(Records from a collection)
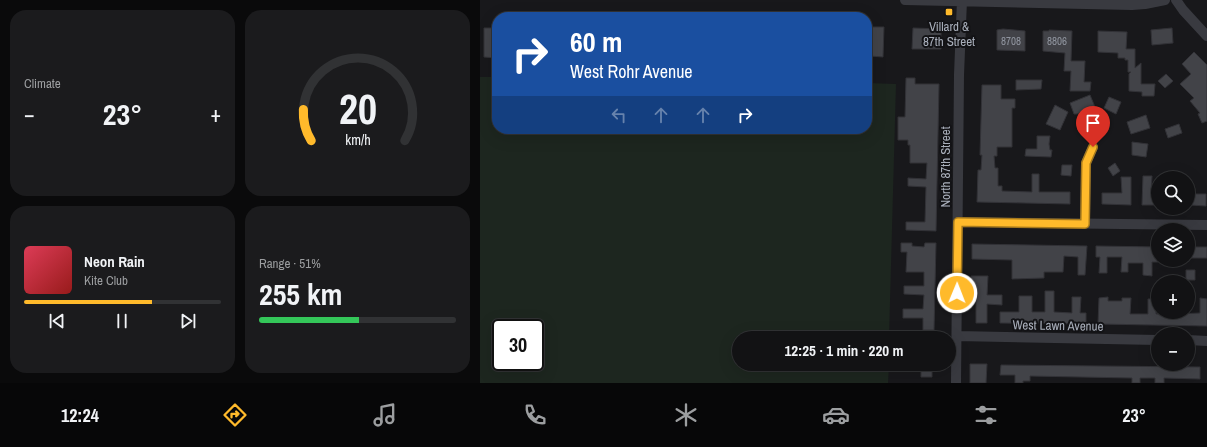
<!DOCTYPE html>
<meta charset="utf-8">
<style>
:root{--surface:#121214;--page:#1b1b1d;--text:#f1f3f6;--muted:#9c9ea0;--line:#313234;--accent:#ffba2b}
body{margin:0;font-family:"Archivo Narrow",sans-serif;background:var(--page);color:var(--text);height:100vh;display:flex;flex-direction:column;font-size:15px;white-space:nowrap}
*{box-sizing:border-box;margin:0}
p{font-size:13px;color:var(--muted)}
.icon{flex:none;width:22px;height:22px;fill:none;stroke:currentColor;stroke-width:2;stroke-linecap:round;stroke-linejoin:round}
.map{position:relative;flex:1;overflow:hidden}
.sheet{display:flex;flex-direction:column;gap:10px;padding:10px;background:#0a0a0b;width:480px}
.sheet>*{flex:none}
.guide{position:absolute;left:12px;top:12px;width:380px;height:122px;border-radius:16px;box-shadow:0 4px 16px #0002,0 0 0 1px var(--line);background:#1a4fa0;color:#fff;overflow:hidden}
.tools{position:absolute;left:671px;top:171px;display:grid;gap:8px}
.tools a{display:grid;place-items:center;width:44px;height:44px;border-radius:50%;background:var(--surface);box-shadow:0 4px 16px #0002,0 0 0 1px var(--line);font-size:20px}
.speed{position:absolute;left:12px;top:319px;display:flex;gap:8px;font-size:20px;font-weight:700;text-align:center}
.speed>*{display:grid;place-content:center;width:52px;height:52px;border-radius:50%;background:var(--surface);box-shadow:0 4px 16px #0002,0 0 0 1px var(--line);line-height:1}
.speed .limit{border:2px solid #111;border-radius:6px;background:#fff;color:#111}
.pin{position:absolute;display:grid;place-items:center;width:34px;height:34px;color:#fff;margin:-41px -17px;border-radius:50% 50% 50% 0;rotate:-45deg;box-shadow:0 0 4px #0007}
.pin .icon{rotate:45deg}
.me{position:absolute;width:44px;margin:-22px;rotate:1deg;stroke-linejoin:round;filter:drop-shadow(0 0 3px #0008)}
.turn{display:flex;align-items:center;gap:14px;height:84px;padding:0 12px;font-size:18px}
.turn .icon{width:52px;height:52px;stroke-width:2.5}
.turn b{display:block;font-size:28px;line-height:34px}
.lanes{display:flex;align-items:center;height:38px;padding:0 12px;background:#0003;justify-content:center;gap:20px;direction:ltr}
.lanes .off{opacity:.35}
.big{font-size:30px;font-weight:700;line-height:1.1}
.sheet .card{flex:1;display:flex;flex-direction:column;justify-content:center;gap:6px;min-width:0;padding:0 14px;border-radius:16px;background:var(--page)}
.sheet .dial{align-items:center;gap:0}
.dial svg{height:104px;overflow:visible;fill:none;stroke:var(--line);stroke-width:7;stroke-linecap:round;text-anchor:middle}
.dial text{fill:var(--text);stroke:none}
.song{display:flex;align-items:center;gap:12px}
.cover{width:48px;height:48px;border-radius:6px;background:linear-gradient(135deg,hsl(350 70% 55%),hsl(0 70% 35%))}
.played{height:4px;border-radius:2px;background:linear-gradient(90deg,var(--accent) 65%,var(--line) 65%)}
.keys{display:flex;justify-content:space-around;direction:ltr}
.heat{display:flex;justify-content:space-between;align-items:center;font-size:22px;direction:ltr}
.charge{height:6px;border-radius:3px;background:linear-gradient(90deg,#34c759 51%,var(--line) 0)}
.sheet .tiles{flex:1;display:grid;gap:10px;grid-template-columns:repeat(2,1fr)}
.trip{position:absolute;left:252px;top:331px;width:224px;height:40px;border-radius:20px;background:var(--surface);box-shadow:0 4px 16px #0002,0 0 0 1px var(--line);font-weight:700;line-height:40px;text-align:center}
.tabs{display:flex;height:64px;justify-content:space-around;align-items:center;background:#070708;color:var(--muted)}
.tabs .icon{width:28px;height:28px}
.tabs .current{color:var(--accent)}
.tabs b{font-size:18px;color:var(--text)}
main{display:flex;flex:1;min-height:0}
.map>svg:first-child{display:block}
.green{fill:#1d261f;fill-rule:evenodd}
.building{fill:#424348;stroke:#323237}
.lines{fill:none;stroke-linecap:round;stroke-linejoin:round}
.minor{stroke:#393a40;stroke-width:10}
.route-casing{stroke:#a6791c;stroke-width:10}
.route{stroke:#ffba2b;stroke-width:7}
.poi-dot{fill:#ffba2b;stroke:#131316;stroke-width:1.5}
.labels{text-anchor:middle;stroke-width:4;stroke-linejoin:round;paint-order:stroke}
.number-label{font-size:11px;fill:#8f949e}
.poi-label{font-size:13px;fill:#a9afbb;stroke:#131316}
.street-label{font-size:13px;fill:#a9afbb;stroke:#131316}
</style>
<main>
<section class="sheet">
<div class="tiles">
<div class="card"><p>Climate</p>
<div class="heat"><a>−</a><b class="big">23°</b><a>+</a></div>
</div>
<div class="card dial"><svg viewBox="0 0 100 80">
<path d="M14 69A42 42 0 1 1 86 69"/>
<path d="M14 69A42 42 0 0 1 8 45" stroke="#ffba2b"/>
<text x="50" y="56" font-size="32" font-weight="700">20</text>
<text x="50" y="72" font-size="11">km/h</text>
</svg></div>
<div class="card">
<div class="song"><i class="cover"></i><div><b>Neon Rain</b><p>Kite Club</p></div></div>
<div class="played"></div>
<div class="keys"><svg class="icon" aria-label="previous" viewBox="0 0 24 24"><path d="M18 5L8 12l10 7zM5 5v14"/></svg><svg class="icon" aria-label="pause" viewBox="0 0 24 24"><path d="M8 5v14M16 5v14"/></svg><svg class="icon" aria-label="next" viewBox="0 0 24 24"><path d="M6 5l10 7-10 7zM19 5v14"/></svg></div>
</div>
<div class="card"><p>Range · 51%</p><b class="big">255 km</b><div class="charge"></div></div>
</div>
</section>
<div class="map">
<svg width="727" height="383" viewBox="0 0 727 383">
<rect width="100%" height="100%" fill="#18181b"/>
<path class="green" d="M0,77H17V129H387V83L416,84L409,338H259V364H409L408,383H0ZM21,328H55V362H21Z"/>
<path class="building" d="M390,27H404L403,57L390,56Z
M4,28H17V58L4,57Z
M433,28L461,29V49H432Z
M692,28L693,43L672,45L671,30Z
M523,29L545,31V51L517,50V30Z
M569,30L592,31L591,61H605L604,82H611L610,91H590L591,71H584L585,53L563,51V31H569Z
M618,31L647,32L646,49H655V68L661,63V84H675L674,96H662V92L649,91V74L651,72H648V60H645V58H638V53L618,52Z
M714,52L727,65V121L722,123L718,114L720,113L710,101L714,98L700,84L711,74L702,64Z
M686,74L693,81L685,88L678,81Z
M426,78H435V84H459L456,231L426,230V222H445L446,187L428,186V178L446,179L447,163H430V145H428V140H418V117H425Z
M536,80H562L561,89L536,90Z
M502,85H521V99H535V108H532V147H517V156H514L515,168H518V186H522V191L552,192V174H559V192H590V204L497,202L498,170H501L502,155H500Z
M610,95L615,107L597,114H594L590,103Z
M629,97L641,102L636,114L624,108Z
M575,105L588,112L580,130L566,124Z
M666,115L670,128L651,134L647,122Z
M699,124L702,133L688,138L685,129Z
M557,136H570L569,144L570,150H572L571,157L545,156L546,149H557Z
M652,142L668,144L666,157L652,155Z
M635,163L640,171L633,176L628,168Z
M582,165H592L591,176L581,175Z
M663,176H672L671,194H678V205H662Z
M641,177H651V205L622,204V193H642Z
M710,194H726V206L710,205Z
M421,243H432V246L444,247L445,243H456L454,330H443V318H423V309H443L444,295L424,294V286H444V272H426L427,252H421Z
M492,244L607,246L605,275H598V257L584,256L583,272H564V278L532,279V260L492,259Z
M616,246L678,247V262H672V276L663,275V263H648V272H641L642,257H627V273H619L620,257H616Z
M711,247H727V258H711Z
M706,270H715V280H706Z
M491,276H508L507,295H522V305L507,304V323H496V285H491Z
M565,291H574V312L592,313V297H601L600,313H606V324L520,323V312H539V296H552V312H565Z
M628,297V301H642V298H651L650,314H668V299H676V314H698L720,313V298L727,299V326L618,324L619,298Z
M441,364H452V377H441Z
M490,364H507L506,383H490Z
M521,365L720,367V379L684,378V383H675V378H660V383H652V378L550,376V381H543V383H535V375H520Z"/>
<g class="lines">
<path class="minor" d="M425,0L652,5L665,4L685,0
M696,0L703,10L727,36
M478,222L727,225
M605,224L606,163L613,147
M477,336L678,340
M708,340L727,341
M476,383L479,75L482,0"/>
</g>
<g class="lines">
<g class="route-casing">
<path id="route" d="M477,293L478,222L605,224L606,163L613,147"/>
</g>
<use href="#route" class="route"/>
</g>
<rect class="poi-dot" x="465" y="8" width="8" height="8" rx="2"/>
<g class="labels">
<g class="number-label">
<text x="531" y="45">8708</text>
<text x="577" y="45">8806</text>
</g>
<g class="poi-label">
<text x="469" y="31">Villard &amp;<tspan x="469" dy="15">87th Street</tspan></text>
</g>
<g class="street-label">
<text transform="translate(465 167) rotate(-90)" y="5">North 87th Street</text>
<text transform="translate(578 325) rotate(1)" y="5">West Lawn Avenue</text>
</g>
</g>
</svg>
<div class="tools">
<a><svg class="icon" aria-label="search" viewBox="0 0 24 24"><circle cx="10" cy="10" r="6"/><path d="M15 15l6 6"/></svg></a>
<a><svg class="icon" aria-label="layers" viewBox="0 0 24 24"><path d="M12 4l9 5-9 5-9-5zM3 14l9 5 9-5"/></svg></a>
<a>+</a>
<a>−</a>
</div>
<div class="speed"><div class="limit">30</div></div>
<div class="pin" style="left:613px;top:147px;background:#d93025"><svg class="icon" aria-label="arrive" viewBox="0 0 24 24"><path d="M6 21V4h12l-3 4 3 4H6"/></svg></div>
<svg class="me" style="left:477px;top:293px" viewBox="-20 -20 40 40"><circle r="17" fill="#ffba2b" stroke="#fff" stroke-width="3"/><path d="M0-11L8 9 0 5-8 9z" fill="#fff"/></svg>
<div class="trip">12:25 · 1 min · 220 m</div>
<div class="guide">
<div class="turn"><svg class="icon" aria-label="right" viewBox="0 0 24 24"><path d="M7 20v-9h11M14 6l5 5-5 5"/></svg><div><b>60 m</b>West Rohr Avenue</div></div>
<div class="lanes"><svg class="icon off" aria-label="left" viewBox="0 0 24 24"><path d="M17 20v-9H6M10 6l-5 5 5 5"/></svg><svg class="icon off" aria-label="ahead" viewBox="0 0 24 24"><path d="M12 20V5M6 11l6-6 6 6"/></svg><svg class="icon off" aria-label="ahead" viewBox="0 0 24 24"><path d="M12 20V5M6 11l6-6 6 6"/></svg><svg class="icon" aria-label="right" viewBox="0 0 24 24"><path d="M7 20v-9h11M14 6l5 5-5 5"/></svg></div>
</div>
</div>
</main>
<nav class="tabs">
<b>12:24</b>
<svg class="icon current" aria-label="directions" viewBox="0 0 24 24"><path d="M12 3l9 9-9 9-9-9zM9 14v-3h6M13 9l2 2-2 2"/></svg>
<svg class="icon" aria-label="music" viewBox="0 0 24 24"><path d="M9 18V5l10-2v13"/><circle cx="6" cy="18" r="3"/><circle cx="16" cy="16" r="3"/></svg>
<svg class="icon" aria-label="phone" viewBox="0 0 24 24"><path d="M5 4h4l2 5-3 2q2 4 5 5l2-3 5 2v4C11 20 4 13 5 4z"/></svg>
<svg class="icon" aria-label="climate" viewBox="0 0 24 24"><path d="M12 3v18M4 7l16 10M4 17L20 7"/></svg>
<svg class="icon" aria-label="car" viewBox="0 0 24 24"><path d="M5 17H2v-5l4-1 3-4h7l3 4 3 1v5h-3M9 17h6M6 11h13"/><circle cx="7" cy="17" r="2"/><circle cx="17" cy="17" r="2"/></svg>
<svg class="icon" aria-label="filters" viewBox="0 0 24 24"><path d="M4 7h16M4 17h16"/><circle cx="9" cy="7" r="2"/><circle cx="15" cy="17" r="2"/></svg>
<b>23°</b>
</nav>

Work request:
Looking at the entries above, copy out every line in which "guide" occurs.

Your solution:
.guide{position:absolute;left:12px;top:12px;width:380px;height:122px;border-radius:16px;box-shadow:0 4px 16px #0002,0 0 0 1px var(--line);background:#1a4fa0;color:#fff;overflow:hidden}
<div class="guide">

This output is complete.